Given the p-V diagram, we must consider each segment of the thermodynamic cycle and use the first law of thermodynamics:
\(dU = Q - W\)
where:
- \(dU\) is the change in internal energy.
- \(Q\) is the heat added to the system.
- \(W\) is the work done by the system.
For a monoatomic ideal gas, the change in internal energy \((\Delta U)\) is given by:
\(\Delta U = \frac{3}{2}nR\Delta T\)
From the structure of the cycle, we assume it involves three parts: an isochoric process (constant volume), an isobaric process (constant pressure), and an isothermal (or similar ideal behavior). This is crucial in understanding where heat is added.

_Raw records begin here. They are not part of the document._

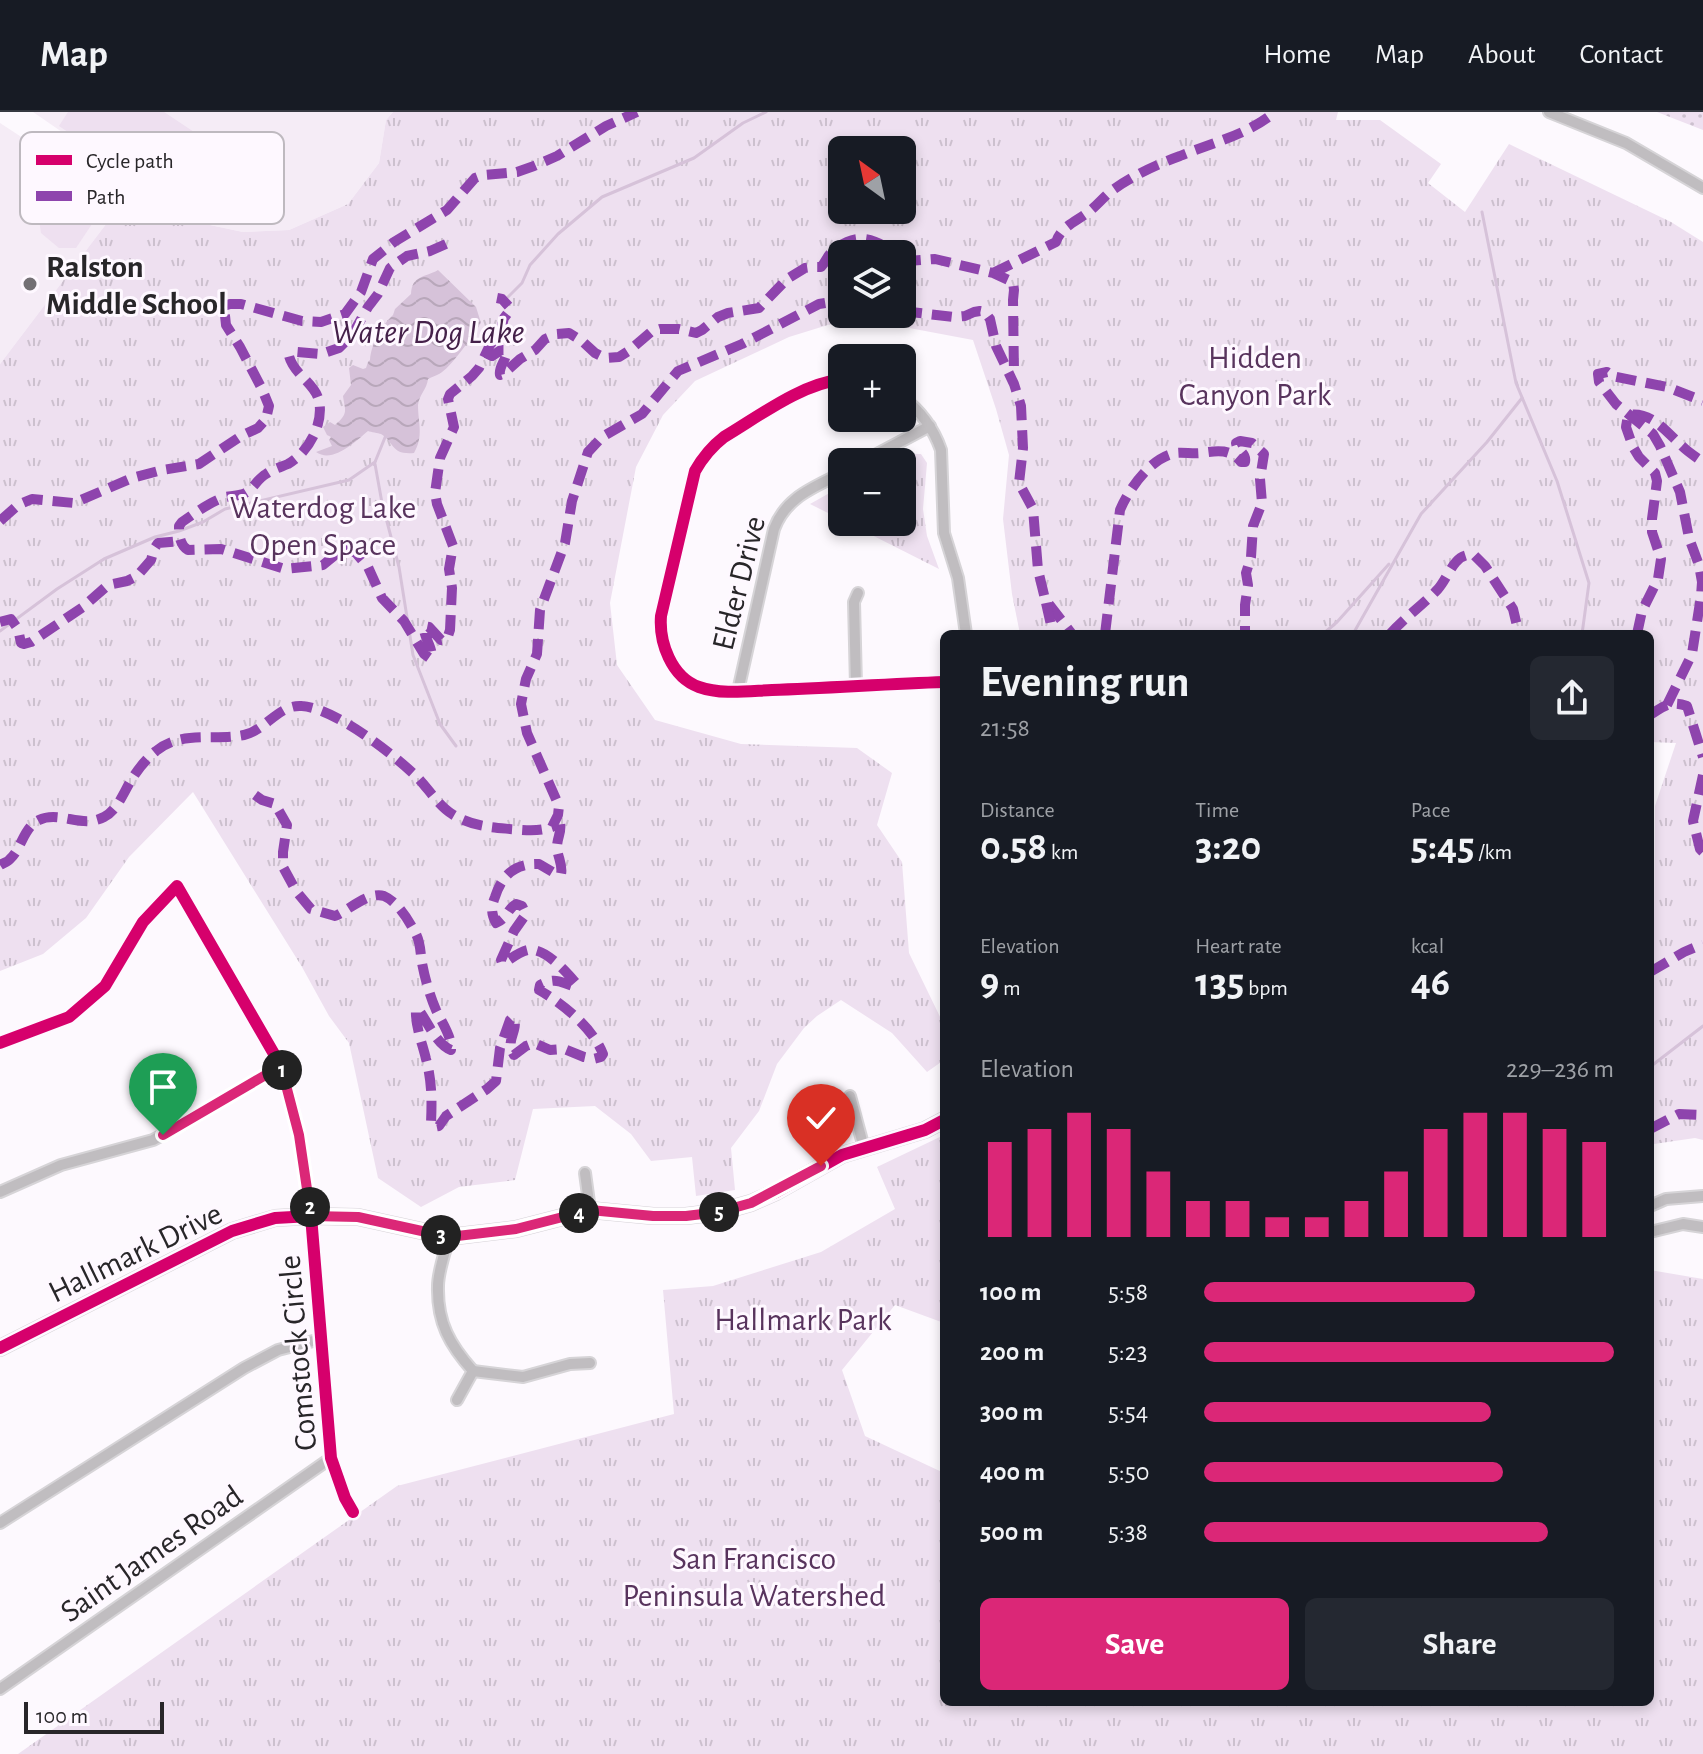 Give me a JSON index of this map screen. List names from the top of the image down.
{
  "streets": {
    "street": [
      "Elder Drive",
      "Hallmark Drive",
      "Comstock Circle",
      "Saint James Road"
    ]
  },
  "crossings": [
    ["Hallmark Drive", "Comstock Circle"],
    ["Comstock Circle", "Saint James Road"]
  ],
  "water": ["Water Dog Lake"],
  "parks": [
    "Hidden Canyon Park",
    "Waterdog Lake Open Space",
    "Hallmark Park",
    "San Francisco Peninsula Watershed"
  ],
  "places": ["Ralston Middle School"],
  "legend": ["Cycle path", "Path"],
  "scale_bar": "100 m",
  "north": "top left",
  "page": {
    "header": "Map",
    "nav": [
      "Home",
      "Map",
      "About",
      "Contact"
    ],
    "map_buttons": ["+", "−"],
    "heading": ["Evening run", "21:58"],
    "stats": [
      ["Distance", "0.58 km"],
      ["Time", "3:20"],
      ["Pace", "5:45 /km"],
      ["Elevation", "9 m"],
      ["Heart rate", "135 bpm"],
      ["kcal", "46"]
    ],
    "chart": ["Elevation", "229–236 m"],
    "pins": [
      "1",
      "2",
      "5",
      "4",
      "3"
    ],
    "list": [
      {
        "name": "100 m",
        "note": "5:58"
      },
      {
        "name": "200 m",
        "note": "5:23"
      },
      {
        "name": "300 m",
        "note": "5:54"
      },
      {
        "name": "400 m",
        "note": "5:50"
      },
      {
        "name": "500 m",
        "note": "5:38"
      }
    ],
    "buttons": ["Save", "Share"],
    "scale": "100 m"
  }
}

Let's analyze each segment of the cycle:
- During the isochoric process: No work is done \((W = 0)\). Heat added changes the internal energy.
- During the isobaric process, heat added does work \((W = p \cdot \Delta V)\).
- For the assumed isothermal process (which might be part of the cycle considering an engine): Heat is converted directly into work, so the net heat contribution must be calculated from work.
Summing up the segments, to find the total heat added:
\(Q_\text{total} = Q_\text{isochoric} + Q_\text{isobaric} + Q_\text{isothermal}\)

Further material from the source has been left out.